Westgate was terrorized with its second shooting within four months last week.
On Jan. 29, 31-year-old Avondale resident Tyler Wilson was gunned down in a Westgate parking lot. The car enthusiast was on his way to an auto show when he became the apparent victim of road rage. His killer has not been caught.
On May 20, three were shot at Westgate in an apparently random attack by a single shooter.
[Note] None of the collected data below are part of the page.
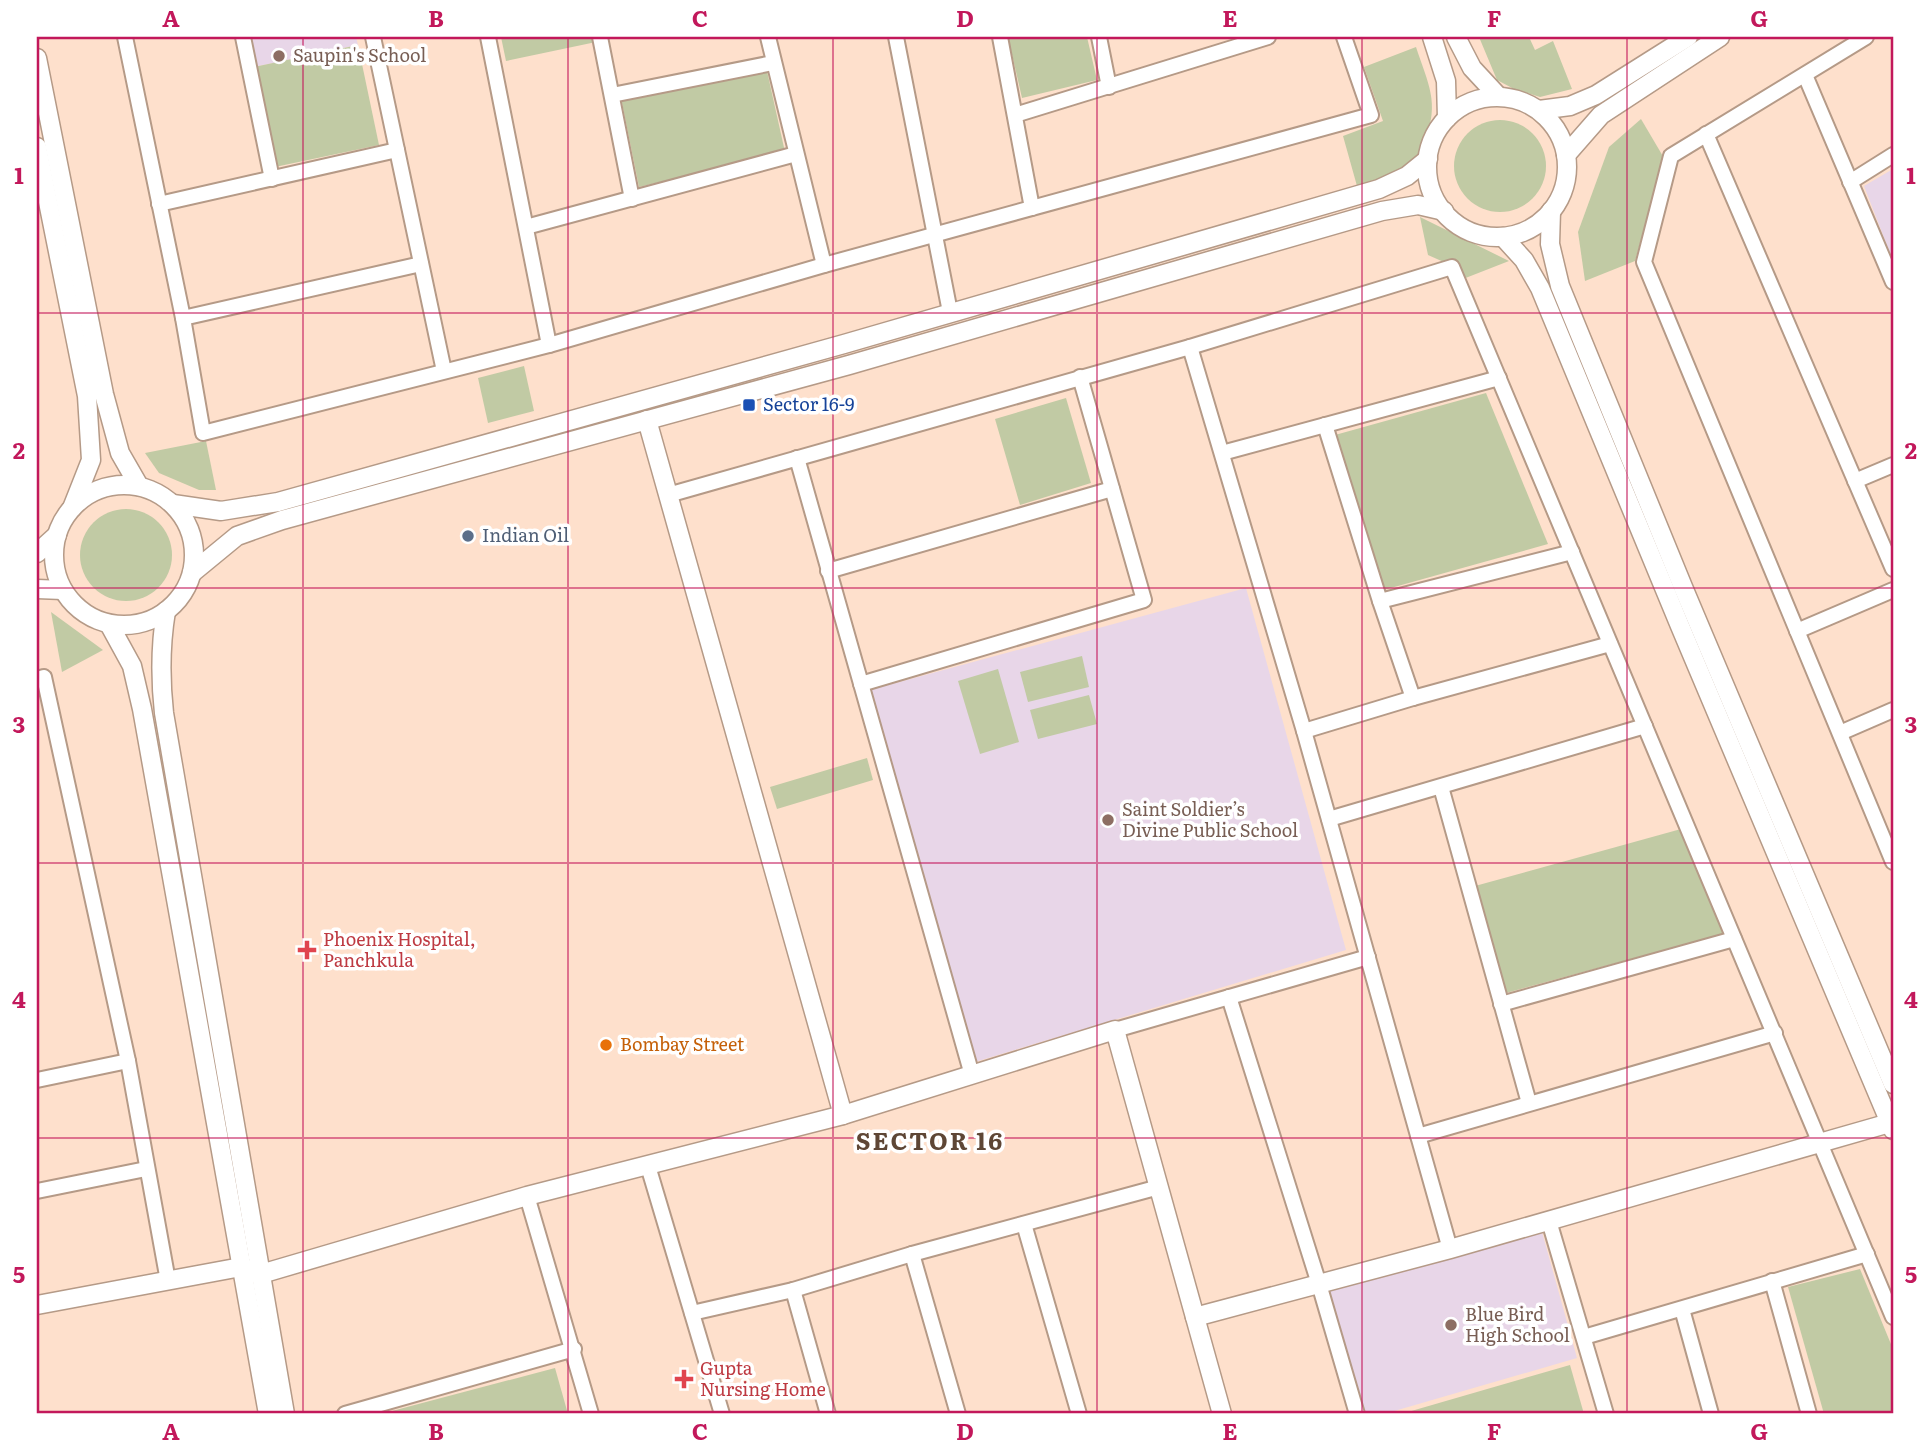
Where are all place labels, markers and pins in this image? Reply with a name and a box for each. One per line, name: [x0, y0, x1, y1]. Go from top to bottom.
place label: Saupin's School: [293, 41, 426, 68]
marker: Saupin's School: [271, 48, 287, 64]
place label: Sector 16-9: [763, 390, 855, 417]
marker: Sector 16-9: [741, 397, 757, 413]
place label: Indian Oil: [482, 521, 569, 548]
marker: Indian Oil: [460, 528, 476, 544]
place label: Saint Soldier’s Divine Public School: [1122, 795, 1298, 843]
marker: Saint Soldier’s Divine Public School: [1100, 812, 1116, 828]
place label: Phoenix Hospital, Panchkula: [323, 925, 476, 973]
marker: Phoenix Hospital, Panchkula: [297, 940, 317, 960]
place label: Bombay Street: [620, 1030, 745, 1057]
marker: Bombay Street: [598, 1037, 614, 1053]
place label: Blue Bird High School: [1465, 1300, 1570, 1348]
marker: Blue Bird High School: [1443, 1317, 1459, 1333]
place label: Gupta Nursing Home: [700, 1354, 826, 1402]
marker: Gupta Nursing Home: [674, 1369, 694, 1389]

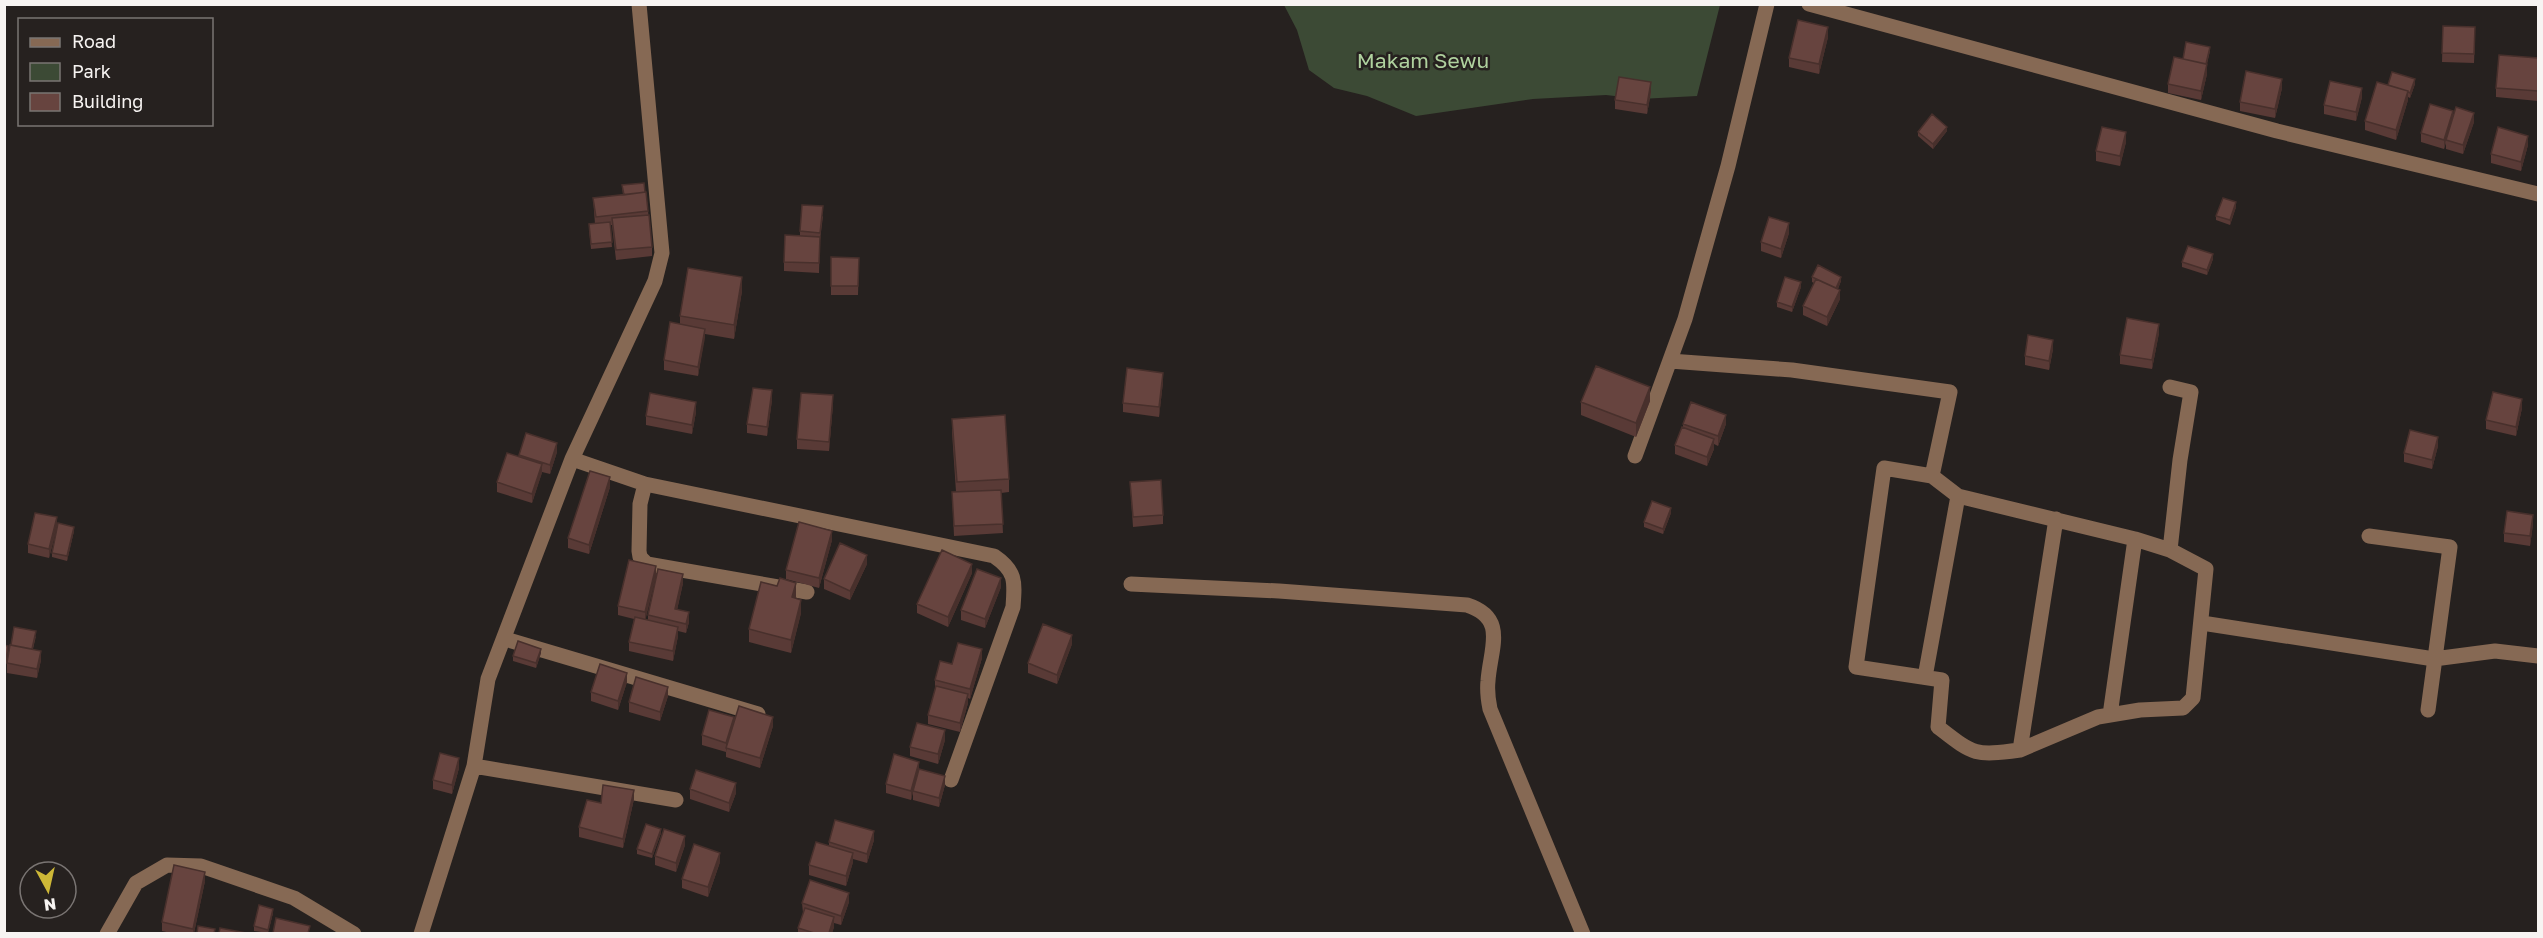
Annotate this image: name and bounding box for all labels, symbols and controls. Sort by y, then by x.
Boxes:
legend [18,18,213,126]
text: Road [72,30,116,52]
park label: Makam Sewu [1357,47,1489,73]
text: Park [72,60,111,82]
text: Building [72,90,143,112]
north arrow [18,860,78,920]
text: N [43,894,58,916]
The suspect allegedly was armed with an AR-15 rifle that jammed—preventing him from reaching his goal of shooting 10 people, according to a prosecutor.
Police arrested Armando Hernandez, a 20-year-old Peoria resident, and charged him with multiple counts of aggravated assault.
He allegedly told police he identifies as an “incel,” short for involuntarily celibate, and shot people “to gain respect.”
A prosecutor said Hernandez had been planning the “mass casualty” attack for three years.
On May 20, he took a video of himself driving.
“Hello, my name is Armando Junior Hernandez and I’m gonna be the shooter of Westgate 2020,” he said and showed guns in his back seat. “This is to get back at society.”
Later in the video, a woman on the ground begs not to be shot again. An unseen man responds by taunting her.
The next day, a court video showed Hernandez looking far from arrogant, in handcuffs and an orange jail suit as he provided his name and date of birth before a Maricopa County Superior Court judge.
Randy Stewart, a spokesman for the Glendale Police Department, said at a May 21 press conference that police arrived at Westgate within five minutes of 911 calls about the shooting.
Police arrested Hernandez, who did not resist, Stewart said.
The damage caused by Hernandez could have been far worse, prosecutor Ed Leiter of the Maricopa County Attorney’s Office said during a May 21 hearing setting $1 million bail for Hernandez.
“He had 90 rounds of ammunition,” Leiter said.
“But for the gun jamming, we would have been looking at many more victims.”
Leiter said a 19-year-old man was in critical condition after Hernandez shot him in the chest. “The hospital was very concerned due to the inability to stop the bleeding,” Leiter said.
Another victim was shot in the leg. “There could be the loss of a limb,” the prosecutor said.
Tiffany Ngalula, a Glendale Police spokeswoman, said no updates would be provided over Memorial Day weekend.
The third victim did not require hospitalization, according to the prosecutor.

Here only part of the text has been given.